Source From Here
PrefaceLet’s explore all the libraries for running cron jobs, deferred tasks, recurring tasks or any other scheduled jobs in Python
With Python there’s always a lot of libraries and options for solving any particular problem and running scheduled or recurring jobs is no exception. Whether you want to run simple deferred task, bunch of scheduled jobs or manage cron tabs, there’s specialized library for that in Python. So, in this article, I will give you an overview of all the options available to help you choose the right tool for the task at hand, as well as their use cases, including intro and basic examples to get you started quickly!
The Builtin Solution
Before exploring any external libraries, let’s first check what we have in Pythons standard library. Most of the time, Python standard library will contain the solution to whatever problem you might have and if the problem is running deferred jobs like with Linux at command, then grabbing sched module might be the way to go.
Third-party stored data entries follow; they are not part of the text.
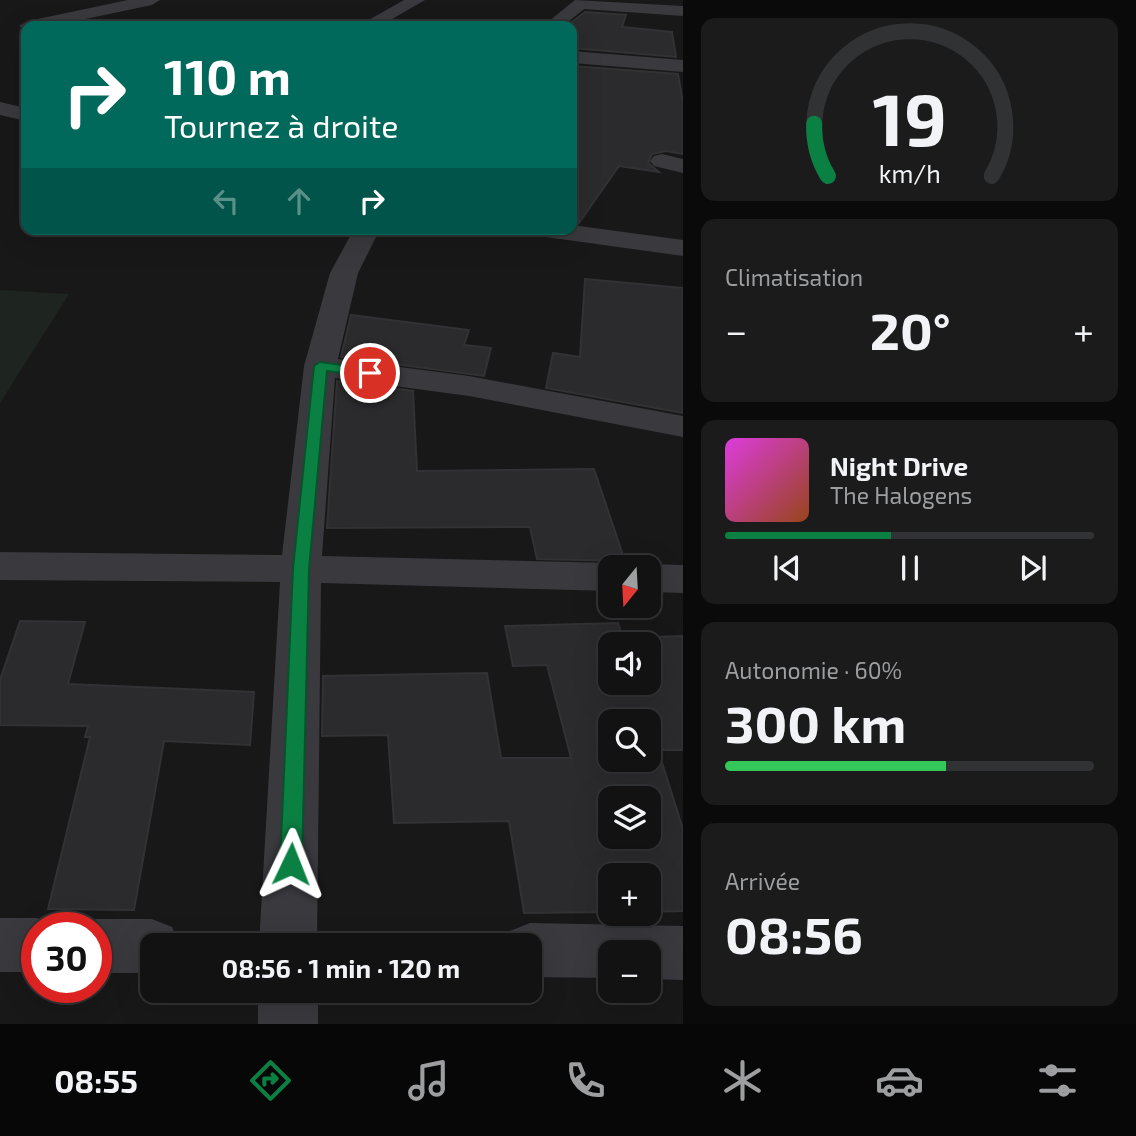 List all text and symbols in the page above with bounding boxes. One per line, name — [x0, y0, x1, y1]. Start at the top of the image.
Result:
text: 110 m — [164, 46, 291, 105]
icon: right — [49, 49, 140, 140]
text: 19 — [872, 73, 947, 161]
text: Tournez à droite — [164, 106, 398, 144]
text: km/h — [878, 157, 941, 187]
icon: left — [207, 182, 245, 220]
icon: ahead — [280, 182, 318, 220]
icon: right — [353, 182, 391, 220]
text: Climatisation — [725, 263, 863, 291]
text: 20° — [870, 298, 951, 360]
text: − — [725, 307, 747, 353]
text: + — [1073, 307, 1094, 353]
pin — [340, 343, 400, 403]
icon: arrive — [351, 354, 389, 392]
text: Night Drive — [830, 450, 968, 481]
text: The Halogens — [830, 481, 972, 509]
icon: previous — [768, 549, 806, 587]
icon: pause — [891, 549, 929, 587]
icon: next — [1014, 549, 1052, 587]
north arrow — [598, 555, 662, 618]
map controls — [598, 555, 661, 1003]
button: sound — [598, 632, 661, 695]
text: Autonomie · 60% — [725, 656, 902, 684]
text: 300 km — [725, 691, 906, 753]
button: search — [598, 709, 661, 772]
button: layers — [598, 786, 661, 849]
position arrow — [254, 827, 328, 901]
button: + — [598, 863, 661, 926]
text: Arrivée — [725, 867, 800, 895]
text: 08:56 — [725, 902, 863, 964]
speed limit sign: 30 — [21, 912, 112, 1003]
button: − — [598, 940, 661, 1003]
text: 08:56 · 1 min · 120 m — [222, 952, 460, 983]
icon: directions — [246, 1056, 295, 1105]
icon: music — [404, 1056, 453, 1105]
icon: phone — [561, 1056, 610, 1105]
icon: climate — [718, 1056, 767, 1105]
icon: car — [875, 1056, 924, 1105]
icon: filters — [1033, 1056, 1082, 1105]
text: 08:55 — [54, 1061, 138, 1099]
sched is a very simple module, which can be used to schedule one-off tasks for some specified time - so, it's important to realize, that this is not the recurring job (like cron job). It works on all platforms, which might seem obvious, but will not necessarily be the case with all the libraries shown later.
One of the use cases for such deferred tasks can be scheduled shutdown or if you are working with network connections or firewall you can create a one-time job to revert changes in case you mess up and lock yourself out of the system.
Enough talking, let’s see an example:
- import sched
- import threading
- import time
- from datetime import datetime
- scheduler = sched.scheduler(time.time, time.sleep)
- def some_deferred_task(name):
- print(f'Event time: {datetime.now()} ({name})')
- print(f'Start: {datetime.now()}')
- now = time.time()
- # delay in seconds -----v v----- priority
- event_1_id = scheduler.enter(2, 2, some_deferred_task, ('first',))
- # If first 2 events run at the exact same time, then "second" is ran first
- event_2_id = scheduler.enter(2, 1, some_deferred_task, ('second',))
- event_3_id = scheduler.enter(5, 1, some_deferred_task, ('third',))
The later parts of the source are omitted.